[Saved entries]
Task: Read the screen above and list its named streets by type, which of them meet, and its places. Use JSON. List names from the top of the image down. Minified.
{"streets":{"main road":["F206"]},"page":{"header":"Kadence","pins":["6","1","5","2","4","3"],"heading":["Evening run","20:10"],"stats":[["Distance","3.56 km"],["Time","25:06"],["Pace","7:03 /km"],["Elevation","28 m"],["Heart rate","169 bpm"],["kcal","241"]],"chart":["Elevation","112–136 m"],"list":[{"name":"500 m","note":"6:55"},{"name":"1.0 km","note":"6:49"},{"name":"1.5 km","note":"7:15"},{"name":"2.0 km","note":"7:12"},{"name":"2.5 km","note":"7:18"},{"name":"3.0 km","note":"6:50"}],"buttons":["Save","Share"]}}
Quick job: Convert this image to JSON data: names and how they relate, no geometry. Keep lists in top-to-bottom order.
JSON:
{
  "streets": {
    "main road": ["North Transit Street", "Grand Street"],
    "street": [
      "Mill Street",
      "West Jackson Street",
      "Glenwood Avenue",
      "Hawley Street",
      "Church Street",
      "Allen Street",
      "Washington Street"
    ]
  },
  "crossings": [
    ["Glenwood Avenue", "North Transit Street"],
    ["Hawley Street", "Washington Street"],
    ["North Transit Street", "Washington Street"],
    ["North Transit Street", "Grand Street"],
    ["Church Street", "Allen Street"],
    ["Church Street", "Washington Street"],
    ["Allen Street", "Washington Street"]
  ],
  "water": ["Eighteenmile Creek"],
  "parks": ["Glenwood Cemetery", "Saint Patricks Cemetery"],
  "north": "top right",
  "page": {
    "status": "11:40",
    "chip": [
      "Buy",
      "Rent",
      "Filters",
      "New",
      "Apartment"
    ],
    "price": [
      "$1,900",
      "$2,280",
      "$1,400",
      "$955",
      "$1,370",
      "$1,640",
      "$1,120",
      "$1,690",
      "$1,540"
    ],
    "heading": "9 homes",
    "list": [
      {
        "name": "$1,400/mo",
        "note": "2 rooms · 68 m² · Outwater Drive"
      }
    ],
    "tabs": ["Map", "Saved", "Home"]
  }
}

EXERCISE OBJECTIVE
Could you retype every record above exactly as it appears?

EXPECTED ANSWER
Task: Read the screen above and list its named streets by type, which of them meet, and its places. Use JSON. List names from the top of the image down. Minified.
{"streets":{"main road":["F206"]},"page":{"header":"Kadence","pins":["6","1","5","2","4","3"],"heading":["Evening run","20:10"],"stats":[["Distance","3.56 km"],["Time","25:06"],["Pace","7:03 /km"],["Elevation","28 m"],["Heart rate","169 bpm"],["kcal","241"]],"chart":["Elevation","112–136 m"],"list":[{"name":"500 m","note":"6:55"},{"name":"1.0 km","note":"6:49"},{"name":"1.5 km","note":"7:15"},{"name":"2.0 km","note":"7:12"},{"name":"2.5 km","note":"7:18"},{"name":"3.0 km","note":"6:50"}],"buttons":["Save","Share"]}}
Quick job: Convert this image to JSON data: names and how they relate, no geometry. Keep lists in top-to-bottom order.
JSON:
{
  "streets": {
    "main road": ["North Transit Street", "Grand Street"],
    "street": [
      "Mill Street",
      "West Jackson Street",
      "Glenwood Avenue",
      "Hawley Street",
      "Church Street",
      "Allen Street",
      "Washington Street"
    ]
  },
  "crossings": [
    ["Glenwood Avenue", "North Transit Street"],
    ["Hawley Street", "Washington Street"],
    ["North Transit Street", "Washington Street"],
    ["North Transit Street", "Grand Street"],
    ["Church Street", "Allen Street"],
    ["Church Street", "Washington Street"],
    ["Allen Street", "Washington Street"]
  ],
  "water": ["Eighteenmile Creek"],
  "parks": ["Glenwood Cemetery", "Saint Patricks Cemetery"],
  "north": "top right",
  "page": {
    "status": "11:40",
    "chip": [
      "Buy",
      "Rent",
      "Filters",
      "New",
      "Apartment"
    ],
    "price": [
      "$1,900",
      "$2,280",
      "$1,400",
      "$955",
      "$1,370",
      "$1,640",
      "$1,120",
      "$1,690",
      "$1,540"
    ],
    "heading": "9 homes",
    "list": [
      {
        "name": "$1,400/mo",
        "note": "2 rooms · 68 m² · Outwater Drive"
      }
    ],
    "tabs": ["Map", "Saved", "Home"]
  }
}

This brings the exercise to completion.